I winced as he came down hard on my jaw, and I wiggled it back and forth a few times. Thank God, it didn't seem broken.

"You're fooling yourself, boy, if you think you're any good at that music crap!" Jack added, his words hurting and cutting me more than just the fists he was pounding on my body with. Music was one of the few good things in my life. Every day, second period, with Mrs. Schafer. I lived for music class, always ready, always studied and prepared, always giving my best. Mrs. Schafer always appreciated and praised my efforts, telling me I was her best student. That made me feel good about myself. Made life worth living, just for one hour of the day, being told I was good at something. Being listened to. Being—valued.

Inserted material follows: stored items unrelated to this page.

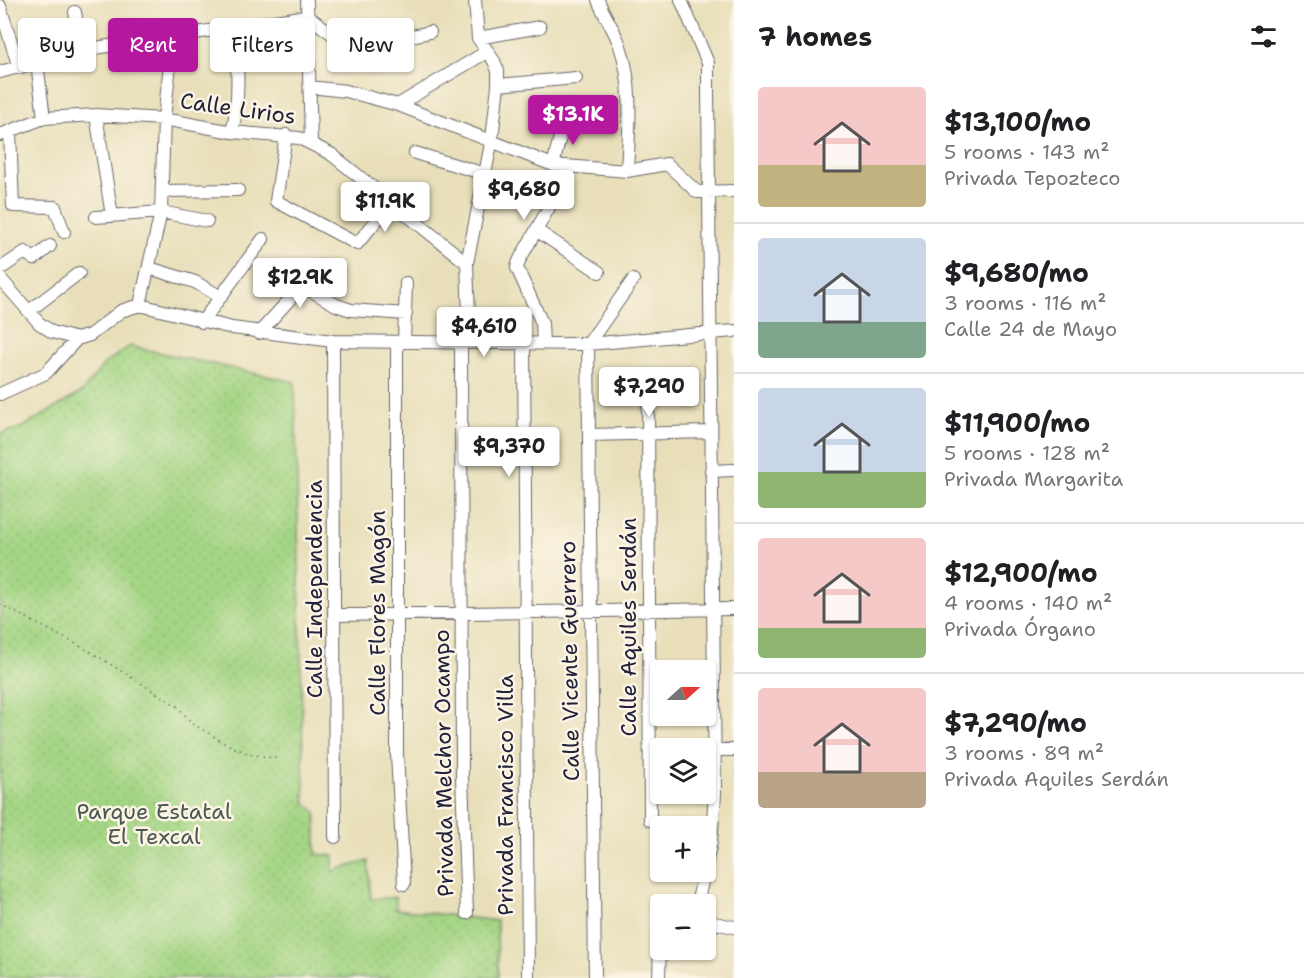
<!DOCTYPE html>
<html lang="en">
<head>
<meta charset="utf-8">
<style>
  :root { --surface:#fff; --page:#f6f6f6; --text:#202124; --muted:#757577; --line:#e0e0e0; --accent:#b5179e }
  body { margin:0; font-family:"Shantell Sans",sans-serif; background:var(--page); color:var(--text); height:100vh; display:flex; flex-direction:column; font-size:22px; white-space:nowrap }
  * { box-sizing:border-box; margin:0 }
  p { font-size:20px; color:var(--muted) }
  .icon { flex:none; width:33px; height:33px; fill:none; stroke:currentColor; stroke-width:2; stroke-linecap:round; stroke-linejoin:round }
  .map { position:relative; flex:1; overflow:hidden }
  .drawer { display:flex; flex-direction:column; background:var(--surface); width:570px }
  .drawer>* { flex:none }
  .hud { position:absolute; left:18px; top:18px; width:570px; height:54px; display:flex; gap:12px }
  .needle { width:39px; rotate:69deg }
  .buttons { position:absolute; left:650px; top:660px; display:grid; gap:12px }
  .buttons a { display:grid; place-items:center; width:66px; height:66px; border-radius:6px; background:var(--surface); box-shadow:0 2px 4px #0004; font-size:30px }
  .price { position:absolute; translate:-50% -51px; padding:0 14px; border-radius:6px; background:#fff; color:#222; font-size:20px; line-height:39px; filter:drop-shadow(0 2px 3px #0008) }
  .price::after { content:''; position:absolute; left:50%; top:36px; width:18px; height:14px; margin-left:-9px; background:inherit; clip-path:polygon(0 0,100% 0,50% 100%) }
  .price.selected { background:var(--accent); color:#fff }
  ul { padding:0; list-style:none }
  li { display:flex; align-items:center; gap:18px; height:150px; padding:0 24px }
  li+li { border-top:2px solid var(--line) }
  li span { display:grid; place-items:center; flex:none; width:168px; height:120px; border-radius:6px; color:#555 }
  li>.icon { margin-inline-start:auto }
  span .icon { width:72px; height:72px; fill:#fffc; stroke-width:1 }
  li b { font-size:26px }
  h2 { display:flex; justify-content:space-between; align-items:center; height:72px; padding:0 24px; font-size:26px }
  .pill { padding:0 21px; border-radius:6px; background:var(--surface); box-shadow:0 2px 4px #0004; font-size:21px; line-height:54px }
  .pill.selected { background:var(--accent); color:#fff }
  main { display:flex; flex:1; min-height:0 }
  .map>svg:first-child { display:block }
</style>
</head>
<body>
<main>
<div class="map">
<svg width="734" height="978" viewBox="0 0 734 978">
  <defs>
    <pattern id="park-dots" width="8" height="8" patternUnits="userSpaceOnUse" patternTransform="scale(1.5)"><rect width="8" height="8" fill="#a4d584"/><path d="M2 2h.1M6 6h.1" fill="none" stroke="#8db773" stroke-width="1.8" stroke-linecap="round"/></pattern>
  </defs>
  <rect width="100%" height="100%" fill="#fcf5e5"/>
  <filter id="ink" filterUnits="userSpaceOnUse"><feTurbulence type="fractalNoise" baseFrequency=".0167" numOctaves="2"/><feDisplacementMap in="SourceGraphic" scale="12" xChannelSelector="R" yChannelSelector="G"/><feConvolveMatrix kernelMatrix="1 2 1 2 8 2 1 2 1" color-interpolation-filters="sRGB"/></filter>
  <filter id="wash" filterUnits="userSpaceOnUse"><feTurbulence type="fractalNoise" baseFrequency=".008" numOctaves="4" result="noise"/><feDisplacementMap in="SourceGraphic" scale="24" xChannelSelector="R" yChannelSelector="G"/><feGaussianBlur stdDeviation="1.35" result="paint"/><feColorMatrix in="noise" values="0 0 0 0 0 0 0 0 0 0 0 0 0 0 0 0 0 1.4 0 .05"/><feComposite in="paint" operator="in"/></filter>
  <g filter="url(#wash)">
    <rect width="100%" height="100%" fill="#e8dfba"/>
    <!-- park -->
    <path fill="url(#park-dots)" stroke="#637c60" stroke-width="1.5" d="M130 346 295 382 303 761 305 803 316 812V854L334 856 332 871 368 861 371 899 396 897V909L497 921 498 978H0V434L23 427 82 392 104 364Z"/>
  </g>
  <g filter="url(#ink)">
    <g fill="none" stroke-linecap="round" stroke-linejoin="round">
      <!-- minor casing -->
      <g stroke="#676467" stroke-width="14">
        <path id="minor" d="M307 0 311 142
          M598 0C604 16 615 30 620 46 634 86 629 131 627 171
          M681 0 708 63V92L715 795 711 842 697 904
          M0 6 19 68
          M75 12 82 50
          M478 38 540 27
          M37 63 44 118
          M0 72 82 50 308 16 352 49 430 32
          M498 85 576 78
          M310 87 346 91 398 105 553 165 627 171 667 164 697 192 734 191
          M398 105 488 51
          M96 115 112 216
          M10 132 13 206 55 207 64 232
          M232 132C240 97 238 65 234 29
          M0 135 44 118 96 115 164 119 232 132 299 138 331 154 467 263
          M286 135 276 201 357 244 391 203
          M415 153 485 174
          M553 165 564 121
          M164 191 238 190
          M96 217 161 212 207 221
          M536 230 599 272
          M149 268 195 282 221 297
          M0 269 25 252 34 259 50 246
          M0 278 39 323 52 332 77 339 90 335 121 311 140 305 232 328 333 341 588 344 734 331
          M301 285 336 305 351 310 406 314
          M140 305 161 212 164 119 173 37
          M29 311 79 273
          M202 322 263 239
          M259 333 320 266
          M333 341 335 837
          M397 342V754L404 884
          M404 342 406 283
          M461 342 462 777 467 913
          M470 343 467 263 492 139 498 85V71L494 61 478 38 475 0
          M524 343 528 978
          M543 343 542 323 517 268 519 261 571 168
          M0 394 46 373 77 339
          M648 397 650 820
          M589 435 710 432
          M711 471 734 470
          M335 615 734 609
          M713 750H734
          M705 921 734 927
          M707 946 711 922
          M595 978 588 344 633 280
          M659 978 660 944"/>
      </g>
      <!-- path -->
      <path stroke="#676467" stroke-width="1.5" stroke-dasharray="1.5 4.5" stroke-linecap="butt" d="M0 604 91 652 177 706 193 724 226 744 249 754 280 759"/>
      <!-- minor -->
      <use href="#minor" stroke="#fff" stroke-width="12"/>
    </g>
  </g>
  <g text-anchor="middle" stroke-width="5" stroke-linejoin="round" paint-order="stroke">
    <!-- street labels -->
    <g font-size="22" fill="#22223b" stroke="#fcf5e5">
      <text transform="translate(238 108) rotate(8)" y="8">Calle Lirios</text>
      <text transform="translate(314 589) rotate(-90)" y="8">Calle Independencia</text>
      <text transform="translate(377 613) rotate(-90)" y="8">Calle Flores Magón</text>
      <text transform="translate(628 627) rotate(-90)" y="8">Calle Aquiles Serdán</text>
      <text transform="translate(569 661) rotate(-91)" y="8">Calle Vicente Guerrero</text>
      <text transform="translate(443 763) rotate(-91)" y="8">Privada Melchor Ocampo</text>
      <text transform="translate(505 795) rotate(-90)" y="8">Privada Francisco Villa</text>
    </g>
    <!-- park labels -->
    <g font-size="22" fill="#495851" stroke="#fcf5e5">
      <text x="154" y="819">Parque Estatal<tspan x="154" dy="25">El Texcal</tspan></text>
    </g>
  </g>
</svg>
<div class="buttons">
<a><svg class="needle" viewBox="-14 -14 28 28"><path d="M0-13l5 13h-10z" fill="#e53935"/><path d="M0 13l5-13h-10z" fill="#757577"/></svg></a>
<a><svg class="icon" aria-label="layers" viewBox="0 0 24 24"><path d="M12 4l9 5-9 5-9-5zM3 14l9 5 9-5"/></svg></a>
<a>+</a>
<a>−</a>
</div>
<b class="price selected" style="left:573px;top:146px">$13.1K</b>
<b class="price" style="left:524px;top:221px">$9,680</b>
<b class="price" style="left:385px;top:233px">$11.9K</b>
<b class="price" style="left:300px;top:309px">$12.9K</b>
<b class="price" style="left:484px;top:358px">$4,610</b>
<b class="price" style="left:649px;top:418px">$7,290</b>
<b class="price" style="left:509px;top:478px">$9,370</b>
<div class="hud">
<a class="pill">Buy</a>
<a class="pill selected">Rent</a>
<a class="pill">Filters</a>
<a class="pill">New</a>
</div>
</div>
<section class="drawer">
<h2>7 homes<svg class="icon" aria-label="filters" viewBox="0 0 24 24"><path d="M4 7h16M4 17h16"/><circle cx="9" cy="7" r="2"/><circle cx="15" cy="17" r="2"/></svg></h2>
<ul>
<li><span style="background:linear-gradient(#f6c9c9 65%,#c2b280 0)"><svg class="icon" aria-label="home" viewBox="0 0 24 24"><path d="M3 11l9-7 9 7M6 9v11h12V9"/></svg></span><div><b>$13,100/mo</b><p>5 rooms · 143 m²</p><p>Privada Tepozteco</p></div></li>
<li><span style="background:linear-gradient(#c9d6e8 70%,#7fa58c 0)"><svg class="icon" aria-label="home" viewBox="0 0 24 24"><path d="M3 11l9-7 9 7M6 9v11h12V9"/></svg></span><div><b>$9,680/mo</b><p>3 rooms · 116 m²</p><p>Calle 24 de Mayo</p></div></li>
<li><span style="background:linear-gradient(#c9d6e8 70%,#8fb573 0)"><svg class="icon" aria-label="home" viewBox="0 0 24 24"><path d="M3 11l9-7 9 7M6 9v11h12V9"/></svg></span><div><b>$11,900/mo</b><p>5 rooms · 128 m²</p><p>Privada Margarita</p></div></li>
<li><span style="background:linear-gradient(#f6c9c9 75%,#8fb573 0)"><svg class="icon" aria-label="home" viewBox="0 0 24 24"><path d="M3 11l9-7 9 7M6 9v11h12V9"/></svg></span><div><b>$12,900/mo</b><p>4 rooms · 140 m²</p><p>Privada Órgano</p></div></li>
<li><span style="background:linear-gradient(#f6c9c9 70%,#b9a48a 0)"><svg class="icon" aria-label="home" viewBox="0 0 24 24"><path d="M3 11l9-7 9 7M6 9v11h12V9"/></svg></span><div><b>$7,290/mo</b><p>3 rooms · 89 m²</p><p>Privada Aquiles Serdán</p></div></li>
</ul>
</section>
</main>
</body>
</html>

I loved it when I could just close my eyes and immerse myself into the sounds, the notes, my mind filled with nothing but the soul-moving music, then to be able to hear my own mousy voice molding into the notes, replicating each pitch perfectly. I was not mousy Adam when I sang. I was not the quiet kid who was easy to pick on. I loved hearing my voice grow and gracefully hit the notes I never thought I could. Maybe one day my speaking voice will settle down and I'd sound rich and warm even when I talked. I loved the nuances, the lower notes that I was able to hit and sustain that many of the other boys could not. Mrs. Schafer's budding little baritone, she called me.